In recent years an ever increasing body of research has shown the havoc that gluten can wreak on people’s health and well-being. What was once thought to be a problem primarily limited to the autoimmune condition celiac disease is now understood to be a more prevalent epidemic, with many more people than originally thought suffering from varying degrees of gluten intolerance.
What Is Gluten Intolerance?
Gluten intolerance, sometimes called gluten sensitivity, refers to a person’s inability to properly digest and absorb gluten, a protein found in wheat, rye, and barley.
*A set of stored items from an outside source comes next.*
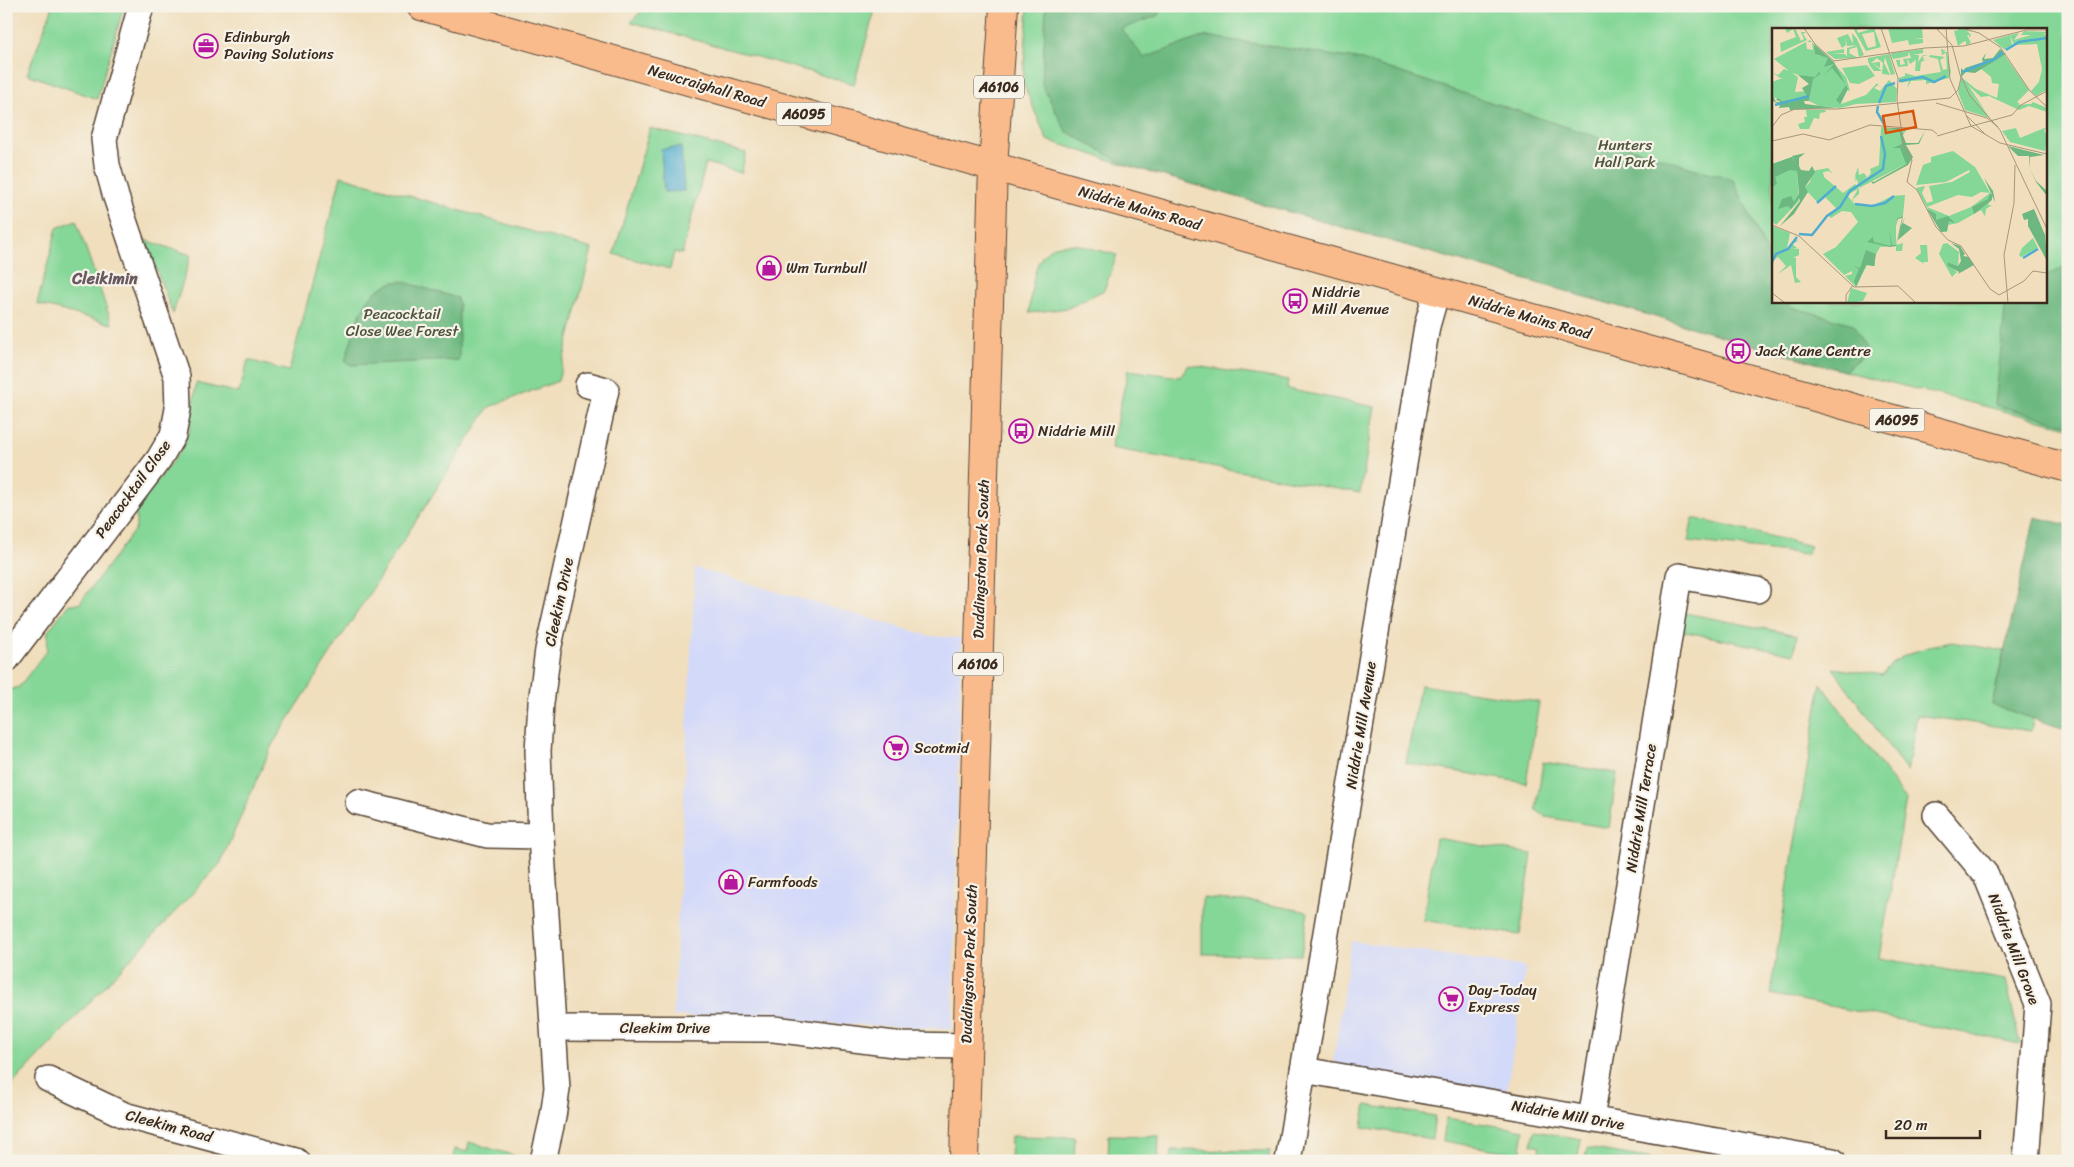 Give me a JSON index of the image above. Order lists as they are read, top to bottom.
{
  "streets": {
    "main road": [
      "Newcraighall Road",
      "A6106",
      "A6095",
      "Niddrie Mains Road",
      "Duddingston Park South"
    ],
    "street": [
      "Peacocktail Close",
      "Cleekim Drive",
      "Niddrie Mill Avenue",
      "Niddrie Mill Terrace",
      "Niddrie Mill Grove",
      "Niddrie Mill Drive",
      "Cleekim Road"
    ]
  },
  "crossings": [
    ["Newcraighall Road", "A6106"],
    ["Newcraighall Road", "Niddrie Mains Road"],
    ["Newcraighall Road", "Duddingston Park South"],
    ["A6106", "Niddrie Mains Road"],
    ["A6106", "Duddingston Park South"],
    ["Niddrie Mains Road", "Duddingston Park South"],
    ["Niddrie Mains Road", "Niddrie Mill Avenue"],
    ["Duddingston Park South", "Cleekim Drive"],
    ["Niddrie Mill Avenue", "Niddrie Mill Drive"],
    ["Niddrie Mill Terrace", "Niddrie Mill Drive"]
  ],
  "districts": ["Cleikimin"],
  "parks": ["Hunters Hall Park", "Peacocktail Close Wee Forest"],
  "places": {
    "office": ["Edinburgh Paving Solutions"],
    "shop": ["Wm Turnbull", "Farmfoods"],
    "bus stop": ["Niddrie Mill Avenue", "Jack Kane Centre", "Niddrie Mill"],
    "supermarket": ["Scotmid", "Day-Today Express"]
  },
  "scale_bar": "20 m"
}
Theories on why this condition occurs vary somewhat, but researchers such as Dr. William H. Davis of the popular Wheat Belly book point to agricultural practices to grow bigger, stronger crops of wheat creating crops of grains that the body is not equipped to digest. Whatever the reasons may be, gluten intolerance is a problem that affects people of all ages, and those reaching retirement age can be at particular risk for the pitfalls of undiagnosed gluten intolerance.
What Is the Risk for Seniors and Gluten Intolerance?
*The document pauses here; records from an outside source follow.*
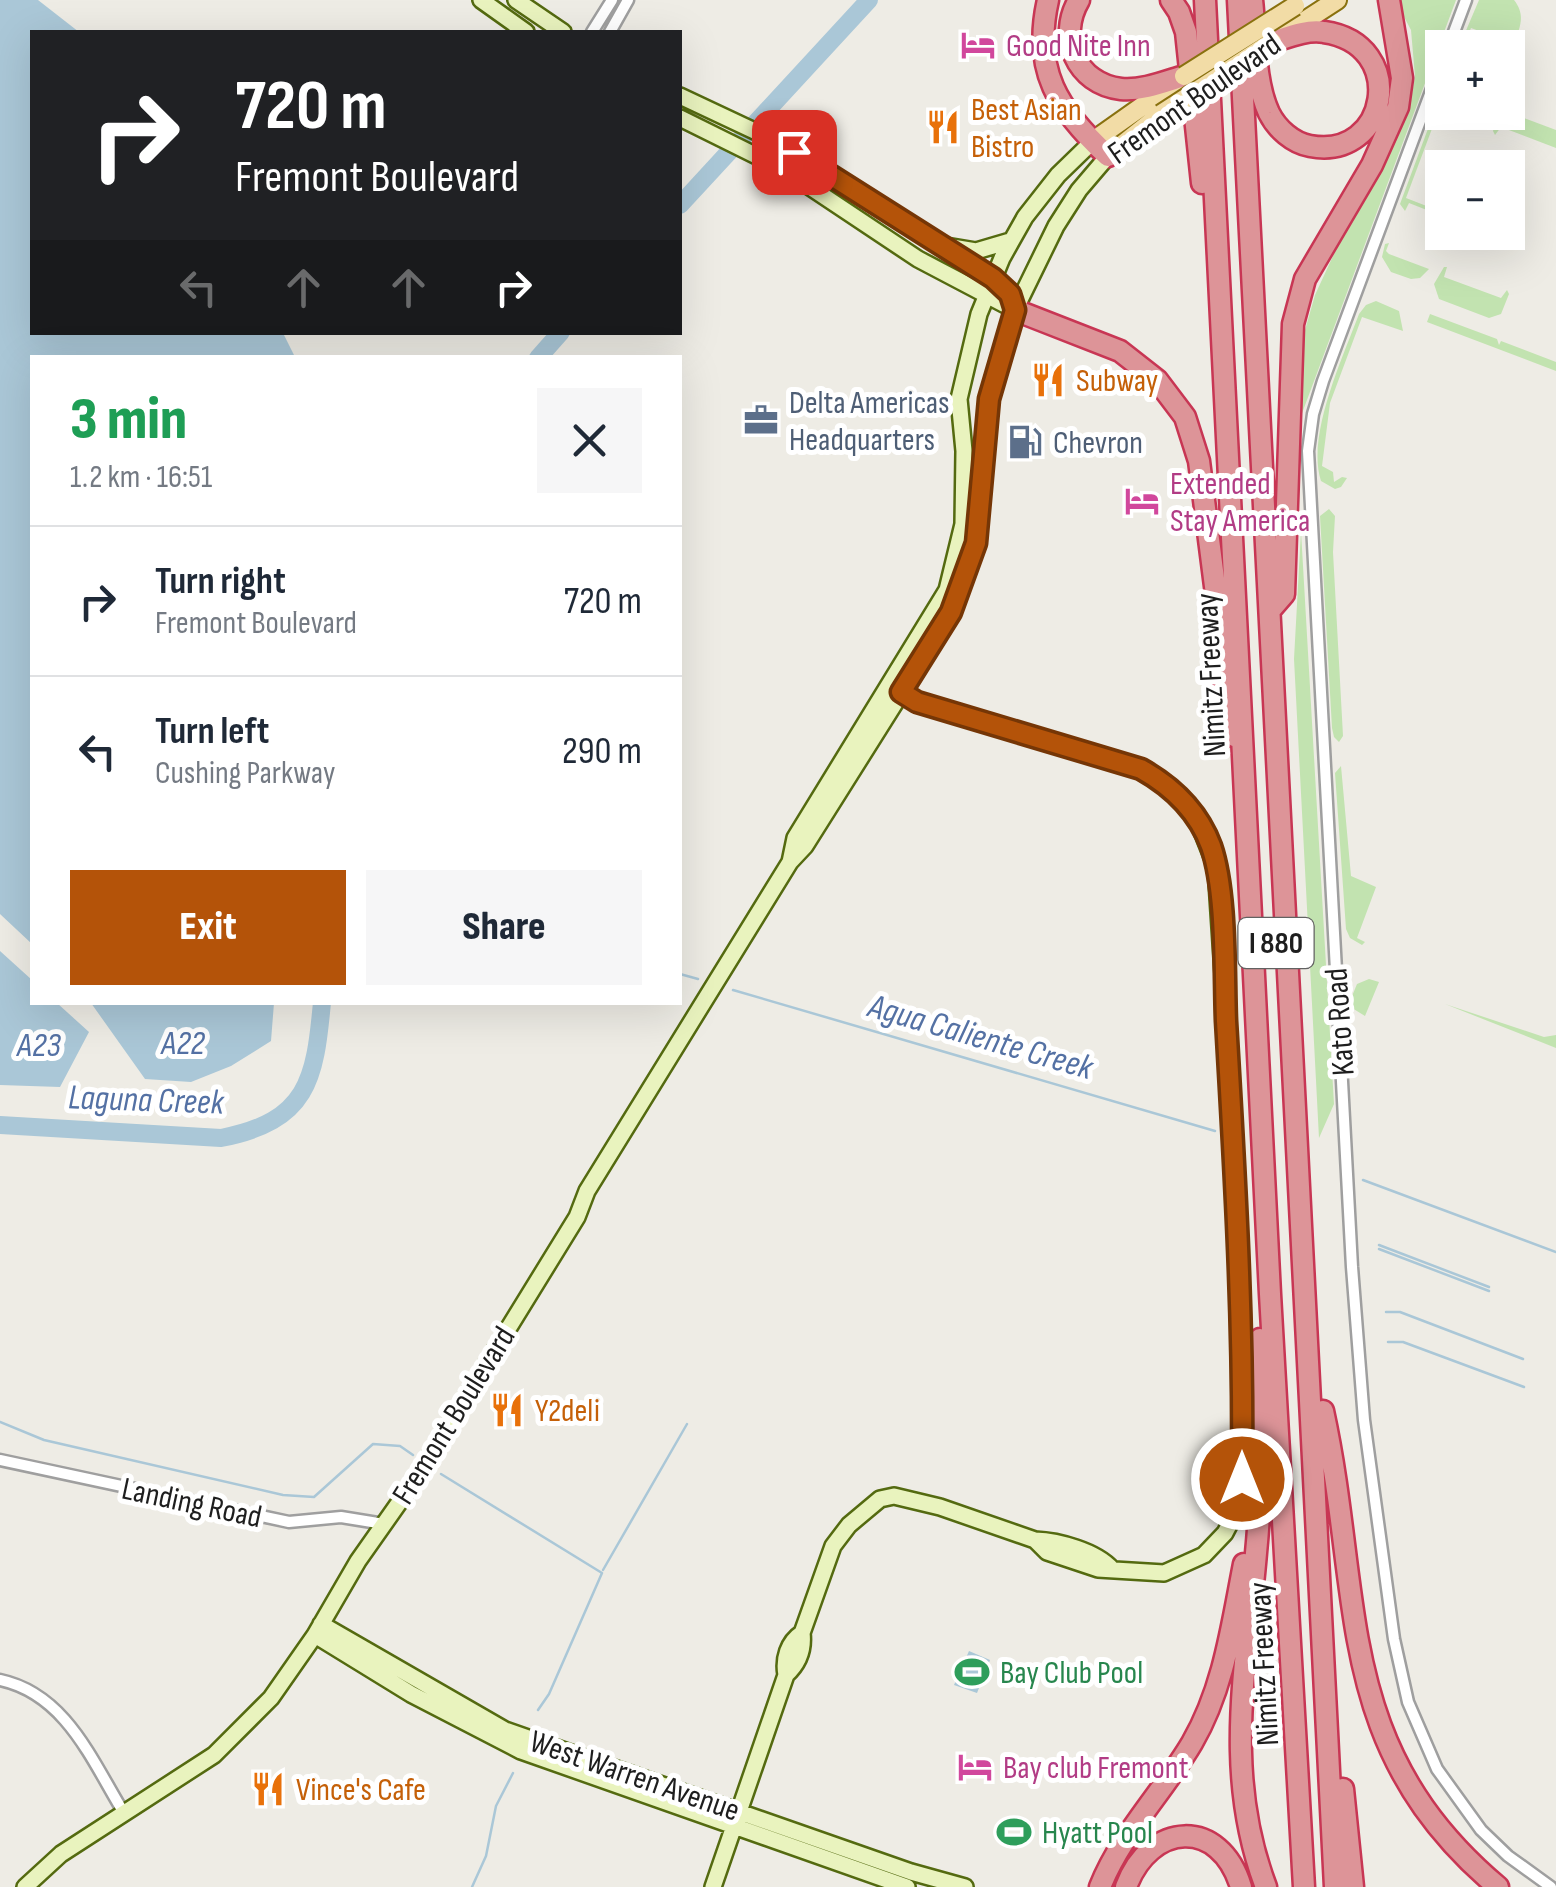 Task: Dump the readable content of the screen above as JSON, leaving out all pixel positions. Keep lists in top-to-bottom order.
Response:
{
  "streets": {
    "highway": ["Nimitz Freeway", "I 880"],
    "main road": ["Fremont Boulevard", "West Warren Avenue"],
    "street": ["Kato Road", "Landing Road"]
  },
  "crossings": [
    ["Fremont Boulevard", "Landing Road"],
    ["Fremont Boulevard", "West Warren Avenue"]
  ],
  "water": [
    "Agua Caliente Creek",
    "A22",
    "A23",
    "Laguna Creek"
  ],
  "places": {
    "hotel": ["Good Nite Inn", "Extended Stay America", "Bay club Fremont"],
    "restaurant": [
      "Best Asian Bistro",
      "Subway",
      "Y2deli",
      "Vince's Cafe"
    ],
    "office": ["Delta Americas Headquarters"],
    "fuel station": ["Chevron"],
    "sports": ["Bay Club Pool", "Hyatt Pool"]
  },
  "page": {
    "map_buttons": ["+", "−"],
    "turn": ["720 m", "Fremont Boulevard"],
    "heading": ["3 min", "1.2 km · 16:51"],
    "list": [
      {
        "name": "Turn right",
        "note": "Fremont Boulevard",
        "value": "720 m"
      },
      {
        "name": "Turn left",
        "note": "Cushing Parkway",
        "value": "290 m"
      }
    ],
    "buttons": ["Exit", "Share"]
  }
}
People aged 55 or older can be at particular risk for falling victim to undiagnosed gluten intolerance. In part the condition may have gone undiagnosed for so long that seniors and their physicians have begun to attribute symptoms to other conditions. Additionally some of the more prominent symptoms of gluten intolerance, such as gastrointestinal (GI) disturbances, often do not present as dramatically in seniors as they do in younger populations.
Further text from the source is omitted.